Logstash (at least on Ubuntu, when installed through apt via the elastic repository) comes without a configuration file. If you have installed via the method at Farming ELK Part One, you had an empty configuration directory. I'm starting with a fresh installation via the same instructions and /etc/logstash/conf.d/ is an empty directory:


Scene One: Input


The first section in a logstash configuration is the "input" section. This is where you tell logstash how to receive your data. There are all manner of ways to read data. Some of the more familiar ways may be via the syslog protocol or from a local file, but there are some pretty exotic (at least to me!) ways to read data. For example, you can configure logstash to read from an S3 bucket, from CloudWatch, by an HTTP POST and from message queuing  systems like redis, zeromq, rabbitmq and kafka. The list of input plugins recognised by Elastic can be found here: 


Note not all of them are supported by Elastic!

The one I'm going to start with is "stdin". This is really useful for debugging because you can type out a log entry or paste a few lines from a log without having to configure logstash to read that log file. Since I do a lot over SSH, it's nice to be able to copy a few lines of a log from one box and test it with a logstash instance configured for stdin. If you aren't familiar with "standard in"/"stdin" and "standard out"/"stdout", that's okay! In general "standard in" means from the command line or keyboard and "standard out" means to the display.

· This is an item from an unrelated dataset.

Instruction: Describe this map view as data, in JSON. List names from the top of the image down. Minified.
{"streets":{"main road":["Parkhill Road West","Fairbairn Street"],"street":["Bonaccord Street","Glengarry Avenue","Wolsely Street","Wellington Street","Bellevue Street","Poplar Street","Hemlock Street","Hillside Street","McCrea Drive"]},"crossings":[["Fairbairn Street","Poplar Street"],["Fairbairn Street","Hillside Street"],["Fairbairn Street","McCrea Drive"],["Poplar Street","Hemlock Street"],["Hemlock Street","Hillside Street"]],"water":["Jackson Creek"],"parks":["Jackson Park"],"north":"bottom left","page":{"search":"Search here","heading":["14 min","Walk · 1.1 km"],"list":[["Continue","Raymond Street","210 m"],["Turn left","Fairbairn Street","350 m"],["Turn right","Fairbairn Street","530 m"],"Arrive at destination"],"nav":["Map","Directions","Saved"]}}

Any file in /etc/logstash/conf.d/ will be read as a configuration file. To get started, I want to add a file called "intro.conf" and I'll add in "input" section with a type of "stdin":


Scene Two: Filter


I use ELK with Bro *a lot*. By default, the "originating IP" for a connection is knows as id.orig_ip. That's great, except the "." is kind of special in elasticsearch and it doesn't like having fields with a dot in their name -- so I use logstash to change that, on the fly, to an underscore. I do this in the "filter" section.

For now let's have our "filter" section be empty. We can come back to it in just a bit, once we've seen how all of the parts of the logstash configuration file work together.


Scene Three: Output


The "output" section is where you tell logstash where you want it to send your data. This is where you'd tell logstash how to connect to your elasticsearch nodes, your S3 bucket, maybe to syslog to send to a massive syslog cluster for long-term archival or maybe to Splunk if something in the data matched a specific criteria. For our needs, though, I want to keep things as simple as possible. Since we're reading data in from standard in/stdin, let's push it to standard out/stdout (remember, stdout is generally the display).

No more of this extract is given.